# Airbrush suggestions



## Bulldog1149 (Feb 26, 2006)

I am in the market for a new airbrush. Years ago I used a paasche and although at times it was finicky, it worked well. I did some taxidermy work on the side and painted tons of fish with it. I have anot had a brush for years now and I am looking at the new aztek airbrushes. Anyone have any comments or opinions on them or any other new brands that are out. They claim that you can paint like a detail gun with them and never spit or sputter. 

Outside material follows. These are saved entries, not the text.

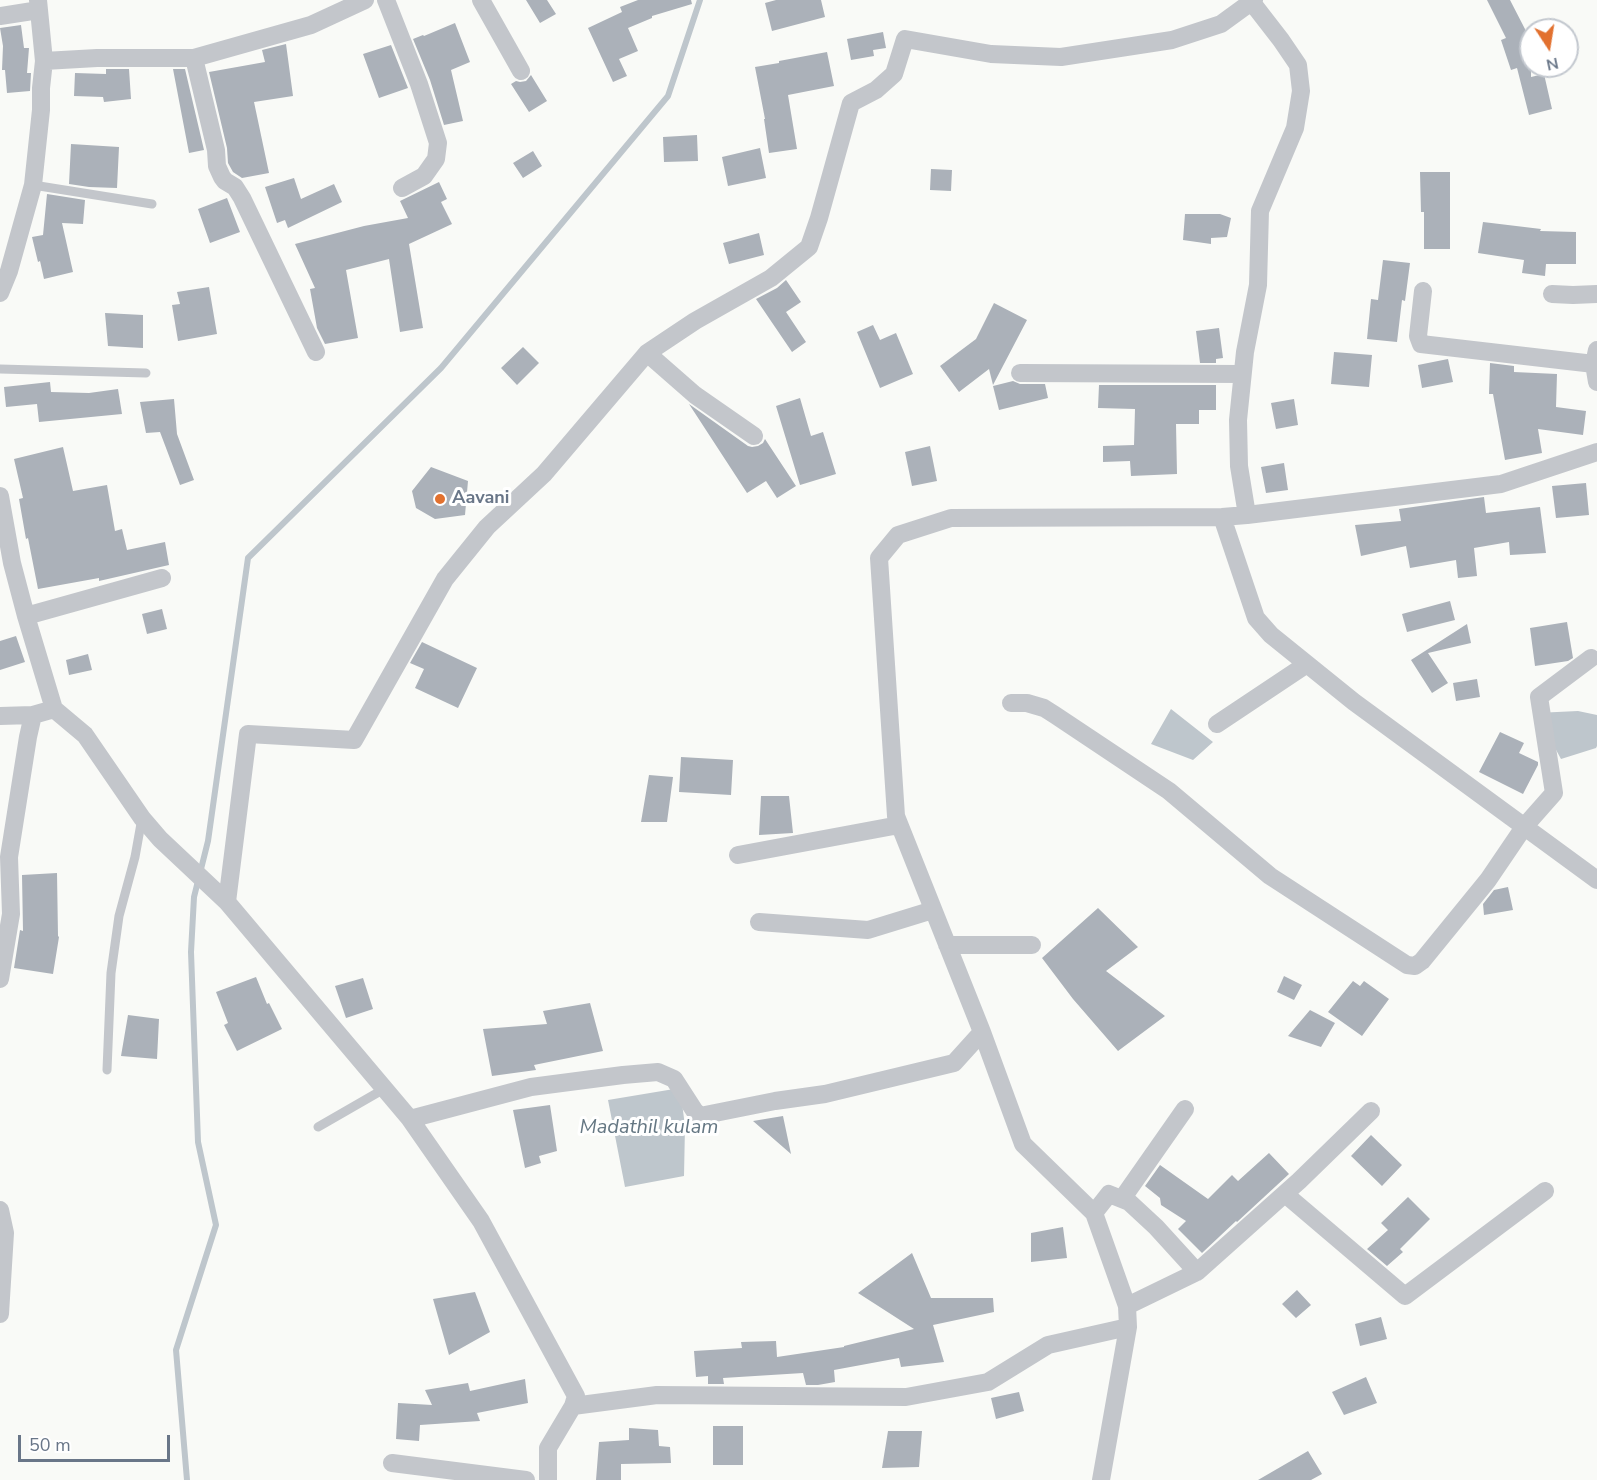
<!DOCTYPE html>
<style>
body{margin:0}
#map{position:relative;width:1597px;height:1480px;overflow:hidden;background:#f9faf7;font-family:"Nunito Sans",sans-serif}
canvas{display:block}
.north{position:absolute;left:1519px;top:18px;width:60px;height:60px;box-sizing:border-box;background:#fff;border:2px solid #c3c8cf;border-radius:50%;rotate:168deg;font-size:16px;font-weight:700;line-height:24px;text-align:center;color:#697688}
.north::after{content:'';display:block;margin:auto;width:21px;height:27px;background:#e2712f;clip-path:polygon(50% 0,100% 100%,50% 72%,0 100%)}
.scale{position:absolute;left:18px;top:1435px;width:152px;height:27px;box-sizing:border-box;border:3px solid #697688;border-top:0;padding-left:8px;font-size:18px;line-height:21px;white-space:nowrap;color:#697688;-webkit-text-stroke:4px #fff;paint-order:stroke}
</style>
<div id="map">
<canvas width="1597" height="1480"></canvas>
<div class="north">N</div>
<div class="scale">50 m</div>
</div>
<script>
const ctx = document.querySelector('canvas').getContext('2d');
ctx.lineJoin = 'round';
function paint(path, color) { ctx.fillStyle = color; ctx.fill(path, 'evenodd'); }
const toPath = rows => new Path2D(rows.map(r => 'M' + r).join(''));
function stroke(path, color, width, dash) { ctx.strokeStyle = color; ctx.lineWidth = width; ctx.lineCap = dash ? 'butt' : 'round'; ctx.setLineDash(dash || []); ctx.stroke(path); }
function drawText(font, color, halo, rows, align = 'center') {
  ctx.font = font + ' "Nunito Sans",sans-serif'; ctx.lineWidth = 6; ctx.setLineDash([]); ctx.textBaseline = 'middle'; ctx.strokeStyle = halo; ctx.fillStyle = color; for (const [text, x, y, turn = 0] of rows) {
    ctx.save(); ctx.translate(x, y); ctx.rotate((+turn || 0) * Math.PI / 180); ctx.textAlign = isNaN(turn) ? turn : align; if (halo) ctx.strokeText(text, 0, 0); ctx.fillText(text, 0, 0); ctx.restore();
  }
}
const water = toPath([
 [1171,709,1213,742,1193,760,1151,744],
 [1578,711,1597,715,1597,746,1596,748,1561,759,1536,713],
 [680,1088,685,1126,684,1176,625,1187,608,1100]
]);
const stream = toPath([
 [187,1480,176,1350,216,1225,198,1142,191,952,194,897,208,841,248,558,441,368,668,96,700,0]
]);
const building = toPath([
 [526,0,547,0,556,14,540,23],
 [638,0,691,0,692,4,652,16,652,18,628,28,638,51,619,59,627,76,613,82,588,28,622,12,620,7],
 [776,0,821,0,825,17,772,31,765,3],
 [1487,0,1510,0,1526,31,1531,30,1531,77,1544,74,1552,109,1529,115,1517,68,1511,70,1501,40,1506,38],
 [455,23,470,62,451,70,463,121,444,125,430,80,413,39,423,35,424,36],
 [21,25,24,48,29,48,27,73,31,73,30,91,7,93,5,70,2,70,3,46,0,28],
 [883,32,886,48,873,50,874,56,851,60,847,39],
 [286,44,293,96,254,102,269,173,242,178,233,172,228,163,227,148,209,72,265,62,262,50],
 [391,45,408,88,379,98,363,54],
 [827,52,834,86,788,95,797,149,769,153,764,119,765,119,755,67,779,63,779,61],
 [106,69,129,69,131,99,104,102,103,97,74,96,75,73,106,74],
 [173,69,185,69,204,150,189,153],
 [531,75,547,101,529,112,511,84,516,81,520,82,526,81],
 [697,135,698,161,664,162,663,137],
 [71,144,119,147,117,188,89,187,69,184],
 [760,148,766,178,728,186,722,157],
 [533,151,542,166,523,178,513,163],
 [931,169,952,170,951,191,930,190],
 [1420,172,1450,172,1450,249,1424,249,1424,212,1421,212],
 [294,178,301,199,334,184,342,202,288,228,285,220,277,223,265,187],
 [439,182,447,199,441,202,452,224,409,244,423,328,400,332,389,259,346,270,358,338,325,344,317,328,310,289,315,288,295,244,364,226,408,218,400,201],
 [47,194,85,200,83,224,62,223,73,272,44,279,40,261,38,262,32,237,43,235],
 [227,198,240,232,210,243,198,209],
 [1185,214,1220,214,1231,218,1227,237,1211,238,1211,244,1183,240],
 [1483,222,1541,229,1540,231,1576,232,1576,264,1546,264,1545,276,1522,273,1524,260,1478,253],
 [759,233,764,255,729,264,723,243],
 [1383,260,1410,263,1405,301,1402,300,1397,342,1367,339,1371,299,1378,300],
 [786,280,801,302,786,312,806,342,792,352,756,299,777,288],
 [209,287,217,334,178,341,172,305,180,304,177,292],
 [994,303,1027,320,993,385,989,369,959,392,940,366,976,339],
 [105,313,143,315,143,348,108,346],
 [873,325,880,340,896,333,913,374,880,388,857,332],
 [1219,328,1223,358,1216,359,1216,363,1200,363,1196,331],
 [523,347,539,363,517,385,501,368],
 [1334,352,1372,355,1369,387,1331,384],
 [1448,359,1453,382,1422,388,1418,365],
 [1490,363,1514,366,1514,372,1557,374,1556,407,1586,411,1583,435,1538,429,1542,453,1505,460,1493,394,1489,394],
 [1013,381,1020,384,1045,384,1048,398,999,410,993,386],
 [50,382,51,392,89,393,118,389,122,414,39,422,37,404,6,407,4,387],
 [1099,385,1216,385,1216,410,1199,410,1199,424,1176,424,1177,474,1131,476,1130,461,1103,462,1103,446,1134,445,1135,409,1098,408],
 [800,398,811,436,823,432,836,474,800,485,776,406],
 [174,399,177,434,194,480,180,485,160,432,146,433,140,402],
 [1294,399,1298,425,1276,429,1271,403],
 [689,404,748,446,752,447,758,446,763,443,765,439,796,486,777,498,766,481,747,493],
 [930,446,937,481,912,486,905,452],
 [63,447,73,491,107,485,115,531,122,529,127,550,165,542,169,565,99,581,99,578,38,589,28,538,26,539,19,499,23,498,14,459],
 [1284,463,1288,490,1266,493,1261,467],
 [431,467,468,481,465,515,435,519,416,508,412,491],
 [1586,483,1589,515,1556,518,1552,486],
 [1484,497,1486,513,1540,507,1546,553,1510,555,1509,542,1474,548,1477,576,1458,578,1456,560,1410,568,1406,546,1361,556,1355,525,1401,521,1399,509],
 [1450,601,1455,620,1407,632,1402,614],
 [162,609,167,629,147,634,142,614],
 [1567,622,1573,658,1568,661,1535,666,1530,628],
 [1467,624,1471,643,1428,653,1448,683,1432,693,1411,660],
 [16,636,25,662,0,670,0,641],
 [422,642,477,668,458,708,415,688,424,669,410,663],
 [88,654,92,670,69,675,66,660],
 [1477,679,1480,697,1456,701,1453,683],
 [1500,732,1524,743,1519,753,1538,762,1538,765,1523,794,1479,772],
 [681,757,733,760,731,795,679,792],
 [649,775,673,777,667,822,641,822],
 [761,796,789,796,793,833,759,835],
 [57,873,58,936,59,937,53,974,14,968,20,930,23,931,22,875],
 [1508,887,1513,910,1484,915,1483,904,1494,890],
 [1098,908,1138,947,1106,971,1165,1016,1118,1051,1073,999,1042,958],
 [1284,976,1302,985,1294,1000,1277,992],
 [256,977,267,1004,269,1003,282,1029,237,1051,224,1025,228,1023,216,992],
 [363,978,373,1009,346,1018,335,986],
 [1353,981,1360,986,1364,981,1389,999,1362,1036,1328,1012],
 [590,1003,603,1051,534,1065,536,1070,492,1076,483,1029,547,1024,543,1011],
 [1310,1010,1335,1023,1321,1047,1288,1036],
 [128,1015,159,1019,157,1059,121,1056],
 [550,1105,557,1151,539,1156,541,1163,525,1168,513,1110],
 [783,1116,791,1154,753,1121],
 [1371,1135,1402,1165,1382,1186,1351,1156],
 [1269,1153,1289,1174,1237,1222,1236,1221,1202,1253,1178,1229,1186,1221,1161,1205,1160,1198,1145,1186,1160,1165,1208,1199,1232,1175,1238,1181],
 [1408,1197,1430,1219,1400,1249,1403,1252,1387,1266,1367,1249,1388,1230,1381,1223],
 [1063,1227,1067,1258,1031,1262,1031,1233],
 [912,1253,931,1298,993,1298,994,1312,933,1325,944,1362,901,1367,899,1358,834,1370,835,1382,818,1385,806,1385,803,1373,723,1378,724,1384,708,1384,708,1376,696,1377,694,1351,742,1348,741,1342,776,1341,777,1357,844,1347,844,1346,914,1329,858,1293],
 [1297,1290,1311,1305,1296,1318,1282,1304],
 [475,1292,490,1332,449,1355,433,1299],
 [1381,1317,1387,1339,1360,1346,1355,1324],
 [1366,1377,1377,1403,1344,1415,1332,1392],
 [525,1379,528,1403,477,1413,480,1421,420,1425,419,1441,396,1439,398,1403,432,1405,425,1390,468,1383,470,1391],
 [1019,1392,1024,1411,996,1419,991,1398],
 [713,1426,743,1426,743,1465,713,1465],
 [629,1428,658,1430,659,1446,670,1447,671,1463,621,1464,621,1480,596,1480,599,1442,629,1440],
 [888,1431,922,1431,919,1467,882,1468],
 [1308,1451,1322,1474,1311,1480,1258,1480]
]);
const lane = toPath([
 [33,185,152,204],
 [0,369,146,373],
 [107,1070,111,973,119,916,135,857,142,818],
 [318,1127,384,1089]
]);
const street = toPath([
 [386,0,419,84,438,143,436,159,424,176,402,188],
 [481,0,521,71],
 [0,16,39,10],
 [194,58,216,150,217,166,222,177,225,181,235,187,242,198,316,352],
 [44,61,97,58,194,58,311,25,365,0],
 [1423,291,1418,336,1421,344,1594,364],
 [0,293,9,271,33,185,41,110,41,88,44,61,38,0],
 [1552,294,1573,295,1597,294],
 [1597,350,1594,364,1597,382],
 [647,353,695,395,754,436],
 [1020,373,1242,374],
 [0,496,12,563,26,616,54,709,85,735,142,818,160,839,227,902,410,1119,481,1221,576,1396,573,1406],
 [1247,515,1239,466,1238,420,1245,352,1258,285,1260,211,1295,128,1301,91,1298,65,1281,40,1250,0],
 [1222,517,1256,618,1271,635,1354,702,1597,880],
 [26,616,162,578],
 [1011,703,1027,703,1044,708,1055,715,1169,791,1270,876,1407,965,1415,966,1422,961,1488,880,1524,827,1554,793,1539,697,1591,658],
 [0,716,33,715],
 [1217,724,1307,664],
 [738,855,899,825],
 [227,902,248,734,354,740,445,579,487,527,544,474,647,353,695,321,771,278,809,247,819,218,851,103,876,90,894,74,905,39,991,54,1061,57,1172,40,1221,24,1254,0],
 [759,922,868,930,933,910],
 [947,945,1032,945],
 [0,979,11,914,9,857,28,737,33,715,54,709],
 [410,1119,531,1087,623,1075,658,1072,674,1079,694,1110,700,1116,775,1101,825,1094,954,1063,982,1032],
 [1285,1194,1405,1296,1545,1191],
 [1122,1199,1185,1109],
 [0,1210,5,1233,0,1314],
 [1094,1213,1109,1194,1129,1202,1156,1227,1197,1272,1299,1181,1371,1111],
 [1127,1306,1197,1272],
 [392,1463,526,1480],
 [548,1480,548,1448,573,1406,657,1395,906,1397,988,1382,1048,1345,1128,1327,1127,1306,1094,1213,1023,1144,982,1032,896,816,879,558,898,535,951,518,1222,517,1247,515,1501,484,1597,452],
 [1101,1480,1128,1327]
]);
const markers = [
 [440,499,6,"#e2712f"]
];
const poiNames = [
 ["Aavani",452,499]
];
const waterNames = [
 ["Madathil kulam",649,1128]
];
paint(water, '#bec6cc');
stroke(stream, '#bec6cc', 6);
paint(building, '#abb1b9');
stroke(lane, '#c3c6cb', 9);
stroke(street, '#c3c6cb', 18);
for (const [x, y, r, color] of markers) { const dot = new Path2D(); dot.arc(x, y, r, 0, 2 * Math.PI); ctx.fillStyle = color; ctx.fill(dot); stroke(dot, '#fff', 2); }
drawText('bold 18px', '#697688', '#fff', poiNames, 'left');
drawText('italic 20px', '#657783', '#fff', waterNames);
</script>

I have seen some nice paint jobs on here from members and wanted a good honest review on some of the products out there. I am wanting to paint some spoons and blades and I am thinking about starting to tinker with some fish again, so I may need an airbursh that can paint scale details on crappie and other things. Thasnk for any advice.


----------



## rjbass (Aug 1, 2007)

If you use the search function and look up "airbrushes" you will find several threads on just this topic. All your questions should be answered there.

Rod


----------



## Bulldog1149 (Feb 26, 2006)

Hove you ever used an aztek? I looked at several topics. all about the ps900/905


----------



## rjbass (Aug 1, 2007)

Bulldog,

I have used nearly every gun out there including an Aztek. Aztek guns are in my opinion, junk. Not high on the list....the PS900s were mentioned because they are a cheaply priced gun with great features and for the money you can't beat em. If you want the best gun IMHO, buy an Iwata you won't be sorry. I am sure some of the others on here will give you their opinions also. 

Rod


----------



## Downriver Tackle (Jan 13, 2009)

I've been living off the Passche VL's from the beginning. Fine for most work and a good price if you buy the kits. They are finicky for fine detail work. Ordered a PS900 to step into the gravity feed world and hoping to get finer detail with less hassle than the VL's.

Azteks are junk IMHO also! Spent $150 on a full kit, only to use it for a week and tossed it to the side.


----------



## Bulldog1149 (Feb 26, 2006)

That's what I was after. I could not find much for reviews on teh aztek, but they claim to be so maimtenance free. I could use the old pasche for painting spinner blades, but I would like to have something that will paint 400 spots on a white crappie without clogging and sputtering. The only brands I have looked at are the iwata, paasche, aztec, thayer and chandler and badger. I guess I have some homework to do.


----------